SPIRALLING reports of missing-from-home youngsters will see more work being done to reduce alarming figures - after police revealed more than 250 under-18s in Barnsley were reported by concerned parents or carers in just a three-month period.

Improvements as to how police and council officers - who make up the Barnsley Safeguarding Children Partnership (BSCP) - deal with reports have been subsequently put forward following a probe and what can be done to reduce the likelihood of repeat incidents.

The Chronicle can reveal ‘inconsistencies’ were found during the study in how teams tackle repeat missing people and the locations they go to.

A total of 387 missing person reports were submitted to the police in the last quarter and 262 were for children under the age of 18, with about one in five relating to youngsters in care.

Approximately 25 per cent of the total reports were classed as ‘high risk’, meaning they were likely to be at risk of serious harm or pose a risk to the public.

A statement from the BSCP said: “Children running away and going missing from care, home and education is a central issue for us.

“Current research findings estimate that 25 per cent of children and young people who go missing are likely to suffer significant harm.

“Many children in care, missing from their placements, are vulnerable to sexual and other exploitation, especially children in residential care.

“South Yorkshire Police, as the lead agency for investigating and finding missing children, will respond to children and young people going missing based on ongoing risk assessments in line with current guidance.

“Even with strong systems and services that minimise the likelihood of young people running away, some young people will still feel that they have to run away.

“The council and the BSCP need to be alert to the risk of sexual exploitation or involvement in drugs, gangs or criminal activity such as trafficking and to be aware of local ‘hotspots’ as well as concerns about any individuals, who children run away to be with.”
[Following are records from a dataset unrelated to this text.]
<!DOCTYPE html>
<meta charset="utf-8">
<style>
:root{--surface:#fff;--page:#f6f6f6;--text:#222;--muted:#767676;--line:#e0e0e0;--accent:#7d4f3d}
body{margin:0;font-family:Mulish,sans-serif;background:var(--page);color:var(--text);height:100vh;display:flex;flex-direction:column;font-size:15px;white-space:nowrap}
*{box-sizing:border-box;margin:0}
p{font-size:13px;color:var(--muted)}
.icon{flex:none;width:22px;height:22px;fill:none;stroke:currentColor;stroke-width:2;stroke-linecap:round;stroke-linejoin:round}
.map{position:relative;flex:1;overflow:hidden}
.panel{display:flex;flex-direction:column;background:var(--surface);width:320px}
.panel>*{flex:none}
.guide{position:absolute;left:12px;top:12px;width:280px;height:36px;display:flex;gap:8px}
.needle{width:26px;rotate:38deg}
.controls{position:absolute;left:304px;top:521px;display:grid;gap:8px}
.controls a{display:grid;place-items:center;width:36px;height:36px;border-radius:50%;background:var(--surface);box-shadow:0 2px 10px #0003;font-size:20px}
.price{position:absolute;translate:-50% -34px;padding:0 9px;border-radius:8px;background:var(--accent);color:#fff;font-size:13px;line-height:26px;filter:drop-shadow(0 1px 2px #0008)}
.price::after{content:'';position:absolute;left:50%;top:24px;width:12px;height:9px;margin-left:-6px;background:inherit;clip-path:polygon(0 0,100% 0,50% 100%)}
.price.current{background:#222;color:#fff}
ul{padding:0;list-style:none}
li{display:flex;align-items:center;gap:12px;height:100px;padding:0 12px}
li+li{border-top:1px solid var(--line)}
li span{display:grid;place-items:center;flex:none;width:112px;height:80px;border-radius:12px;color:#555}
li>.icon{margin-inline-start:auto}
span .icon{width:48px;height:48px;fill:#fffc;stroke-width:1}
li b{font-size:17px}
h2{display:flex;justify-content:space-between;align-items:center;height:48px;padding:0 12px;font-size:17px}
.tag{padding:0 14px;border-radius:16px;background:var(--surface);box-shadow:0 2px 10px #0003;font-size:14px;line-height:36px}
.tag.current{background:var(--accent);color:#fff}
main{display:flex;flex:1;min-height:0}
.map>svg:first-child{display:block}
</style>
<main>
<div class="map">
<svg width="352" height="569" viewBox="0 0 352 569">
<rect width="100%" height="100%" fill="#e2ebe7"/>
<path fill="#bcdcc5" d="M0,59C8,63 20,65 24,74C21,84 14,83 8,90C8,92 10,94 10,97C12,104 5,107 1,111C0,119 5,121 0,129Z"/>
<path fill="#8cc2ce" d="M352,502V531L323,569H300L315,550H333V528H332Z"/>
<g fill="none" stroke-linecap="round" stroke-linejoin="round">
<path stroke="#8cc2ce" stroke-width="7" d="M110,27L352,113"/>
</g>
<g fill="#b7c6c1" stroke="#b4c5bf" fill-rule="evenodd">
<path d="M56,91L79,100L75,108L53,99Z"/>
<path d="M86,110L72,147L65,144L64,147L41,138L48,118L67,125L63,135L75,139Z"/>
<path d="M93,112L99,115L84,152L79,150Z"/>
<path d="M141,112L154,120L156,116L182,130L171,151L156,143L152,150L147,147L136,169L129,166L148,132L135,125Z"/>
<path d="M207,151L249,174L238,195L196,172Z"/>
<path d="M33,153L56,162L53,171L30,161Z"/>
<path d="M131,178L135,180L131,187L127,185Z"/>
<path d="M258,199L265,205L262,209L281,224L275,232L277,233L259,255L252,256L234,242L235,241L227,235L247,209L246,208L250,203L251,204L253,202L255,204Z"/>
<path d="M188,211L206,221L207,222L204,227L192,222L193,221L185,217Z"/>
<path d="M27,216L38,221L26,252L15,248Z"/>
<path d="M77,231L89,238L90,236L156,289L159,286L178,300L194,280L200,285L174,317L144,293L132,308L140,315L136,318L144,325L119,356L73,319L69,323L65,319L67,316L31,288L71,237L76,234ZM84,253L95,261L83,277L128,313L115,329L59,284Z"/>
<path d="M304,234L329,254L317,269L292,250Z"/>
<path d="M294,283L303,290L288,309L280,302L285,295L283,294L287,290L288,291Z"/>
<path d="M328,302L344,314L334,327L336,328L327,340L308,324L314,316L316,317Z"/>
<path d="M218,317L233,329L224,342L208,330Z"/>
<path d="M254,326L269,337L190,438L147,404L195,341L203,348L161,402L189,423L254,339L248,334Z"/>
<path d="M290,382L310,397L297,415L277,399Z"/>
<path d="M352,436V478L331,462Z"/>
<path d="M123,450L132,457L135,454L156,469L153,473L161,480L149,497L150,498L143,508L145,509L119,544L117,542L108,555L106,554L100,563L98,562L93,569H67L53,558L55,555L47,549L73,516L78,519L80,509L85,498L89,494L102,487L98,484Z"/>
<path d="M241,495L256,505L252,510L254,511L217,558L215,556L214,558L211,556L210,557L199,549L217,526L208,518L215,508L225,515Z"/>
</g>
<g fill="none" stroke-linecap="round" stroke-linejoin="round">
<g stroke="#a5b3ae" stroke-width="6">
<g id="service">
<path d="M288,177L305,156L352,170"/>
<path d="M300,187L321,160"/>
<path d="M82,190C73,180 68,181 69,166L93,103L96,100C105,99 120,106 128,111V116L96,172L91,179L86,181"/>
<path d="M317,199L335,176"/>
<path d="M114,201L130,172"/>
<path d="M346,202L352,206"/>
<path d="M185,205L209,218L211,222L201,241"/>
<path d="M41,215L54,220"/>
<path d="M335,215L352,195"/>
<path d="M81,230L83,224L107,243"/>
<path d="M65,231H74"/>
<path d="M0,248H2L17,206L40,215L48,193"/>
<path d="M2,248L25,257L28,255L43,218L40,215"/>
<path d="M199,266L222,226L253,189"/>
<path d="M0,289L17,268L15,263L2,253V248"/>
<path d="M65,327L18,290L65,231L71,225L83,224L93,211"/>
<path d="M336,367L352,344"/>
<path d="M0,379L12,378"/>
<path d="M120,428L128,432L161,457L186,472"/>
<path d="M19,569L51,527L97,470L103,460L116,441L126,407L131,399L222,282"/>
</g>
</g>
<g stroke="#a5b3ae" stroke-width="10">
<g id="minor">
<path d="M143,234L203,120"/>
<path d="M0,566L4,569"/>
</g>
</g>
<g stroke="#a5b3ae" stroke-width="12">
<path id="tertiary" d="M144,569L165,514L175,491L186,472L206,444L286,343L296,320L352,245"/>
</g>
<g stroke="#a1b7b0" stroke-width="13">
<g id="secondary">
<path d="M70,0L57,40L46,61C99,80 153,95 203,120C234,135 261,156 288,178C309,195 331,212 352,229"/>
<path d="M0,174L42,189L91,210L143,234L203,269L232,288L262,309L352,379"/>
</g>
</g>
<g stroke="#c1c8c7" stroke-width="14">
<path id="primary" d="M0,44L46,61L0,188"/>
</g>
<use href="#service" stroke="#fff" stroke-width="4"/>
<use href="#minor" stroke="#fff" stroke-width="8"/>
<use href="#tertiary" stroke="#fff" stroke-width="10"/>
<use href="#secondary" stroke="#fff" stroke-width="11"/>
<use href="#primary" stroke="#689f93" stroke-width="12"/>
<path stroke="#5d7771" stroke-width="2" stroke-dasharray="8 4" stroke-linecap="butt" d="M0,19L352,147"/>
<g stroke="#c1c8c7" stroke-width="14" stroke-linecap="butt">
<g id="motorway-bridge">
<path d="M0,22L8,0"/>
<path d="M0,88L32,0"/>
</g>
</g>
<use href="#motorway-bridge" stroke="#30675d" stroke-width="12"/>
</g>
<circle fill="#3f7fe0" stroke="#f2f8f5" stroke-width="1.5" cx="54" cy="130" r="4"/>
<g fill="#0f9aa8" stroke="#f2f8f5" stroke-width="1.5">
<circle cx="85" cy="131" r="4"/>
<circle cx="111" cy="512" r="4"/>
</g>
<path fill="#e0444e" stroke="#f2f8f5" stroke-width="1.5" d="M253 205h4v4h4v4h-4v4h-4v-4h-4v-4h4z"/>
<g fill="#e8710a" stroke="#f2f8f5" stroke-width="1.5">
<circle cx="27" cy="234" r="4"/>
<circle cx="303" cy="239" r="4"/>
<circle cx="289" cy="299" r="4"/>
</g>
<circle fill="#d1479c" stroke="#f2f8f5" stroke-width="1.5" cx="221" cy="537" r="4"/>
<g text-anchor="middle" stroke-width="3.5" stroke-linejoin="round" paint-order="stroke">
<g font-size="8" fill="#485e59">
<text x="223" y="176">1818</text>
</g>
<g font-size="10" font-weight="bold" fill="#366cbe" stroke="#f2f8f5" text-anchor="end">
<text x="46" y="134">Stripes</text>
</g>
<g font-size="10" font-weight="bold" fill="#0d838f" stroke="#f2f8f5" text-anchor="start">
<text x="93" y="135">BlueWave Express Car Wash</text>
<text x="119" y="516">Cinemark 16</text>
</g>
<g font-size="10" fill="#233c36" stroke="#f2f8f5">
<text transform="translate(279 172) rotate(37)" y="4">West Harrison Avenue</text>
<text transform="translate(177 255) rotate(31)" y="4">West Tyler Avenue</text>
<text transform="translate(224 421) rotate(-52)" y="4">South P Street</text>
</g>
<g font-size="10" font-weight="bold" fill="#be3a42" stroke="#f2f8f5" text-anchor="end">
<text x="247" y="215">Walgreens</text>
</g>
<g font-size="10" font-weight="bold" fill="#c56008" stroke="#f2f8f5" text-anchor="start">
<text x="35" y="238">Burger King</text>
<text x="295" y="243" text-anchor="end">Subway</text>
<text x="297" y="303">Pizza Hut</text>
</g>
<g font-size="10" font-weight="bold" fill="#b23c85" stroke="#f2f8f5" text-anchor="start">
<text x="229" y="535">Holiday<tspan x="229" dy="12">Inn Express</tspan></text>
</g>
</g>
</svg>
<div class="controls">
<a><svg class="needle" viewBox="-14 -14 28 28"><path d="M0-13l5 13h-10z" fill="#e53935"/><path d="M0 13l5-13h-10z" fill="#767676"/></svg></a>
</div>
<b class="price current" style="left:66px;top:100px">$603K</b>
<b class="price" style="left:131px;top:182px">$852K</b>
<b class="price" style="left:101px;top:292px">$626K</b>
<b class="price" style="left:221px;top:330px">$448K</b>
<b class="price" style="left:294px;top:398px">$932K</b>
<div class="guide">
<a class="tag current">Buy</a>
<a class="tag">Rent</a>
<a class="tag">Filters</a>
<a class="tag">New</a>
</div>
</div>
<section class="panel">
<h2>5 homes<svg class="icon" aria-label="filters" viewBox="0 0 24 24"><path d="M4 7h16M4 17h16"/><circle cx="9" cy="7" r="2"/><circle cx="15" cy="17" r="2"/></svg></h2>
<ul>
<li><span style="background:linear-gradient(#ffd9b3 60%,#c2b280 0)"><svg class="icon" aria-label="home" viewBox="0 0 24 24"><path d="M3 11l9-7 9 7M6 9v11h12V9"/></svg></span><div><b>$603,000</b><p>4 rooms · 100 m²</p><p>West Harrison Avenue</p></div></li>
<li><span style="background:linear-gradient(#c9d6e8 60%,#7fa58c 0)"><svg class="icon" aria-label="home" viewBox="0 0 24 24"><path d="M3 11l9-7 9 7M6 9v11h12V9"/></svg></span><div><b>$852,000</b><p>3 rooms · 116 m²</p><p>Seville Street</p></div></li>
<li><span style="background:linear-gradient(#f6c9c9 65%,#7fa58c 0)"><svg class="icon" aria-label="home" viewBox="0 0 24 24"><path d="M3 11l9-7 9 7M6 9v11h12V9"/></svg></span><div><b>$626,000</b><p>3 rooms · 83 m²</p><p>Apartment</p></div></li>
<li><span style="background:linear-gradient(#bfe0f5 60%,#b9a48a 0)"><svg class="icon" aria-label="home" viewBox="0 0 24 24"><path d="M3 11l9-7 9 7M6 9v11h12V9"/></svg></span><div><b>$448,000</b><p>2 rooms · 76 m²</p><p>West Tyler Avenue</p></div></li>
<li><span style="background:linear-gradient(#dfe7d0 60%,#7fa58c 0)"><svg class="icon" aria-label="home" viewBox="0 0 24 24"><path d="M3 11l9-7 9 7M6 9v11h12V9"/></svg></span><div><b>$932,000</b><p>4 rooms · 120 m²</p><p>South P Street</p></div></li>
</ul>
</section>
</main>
Should a child under 18 be recorded as missing on three or more occasions or missing for a period of 72 hours, an ‘urgent’ multi-agency strategy meeting is held with partners to establish whether there is additional information available elsewhere that would support the locating and safeguarding of that child.

There is also a daily meeting between partners, attended by a number of other agencies, to discuss any of the missing persons and what support measures are in place.

A South Yorkshire Police spokesperson added: “We continue to work on training officers to understand the recording of crimes identified or suspected during a missing person investigation.

“Last year saw a total of 92 crime records created during or following a missing person investigation, of which 39.5 per cent of them related to a child under 18 years old.

“To date this year, 55 crimes have been recorded, of which 64 per cent relate to a child under 18 years old.

“This increase indicates ‘hidden’ crimes are being identified by the officer, or the child or young person is disclosing them which is an indicator of trust and confidence with police and partners.”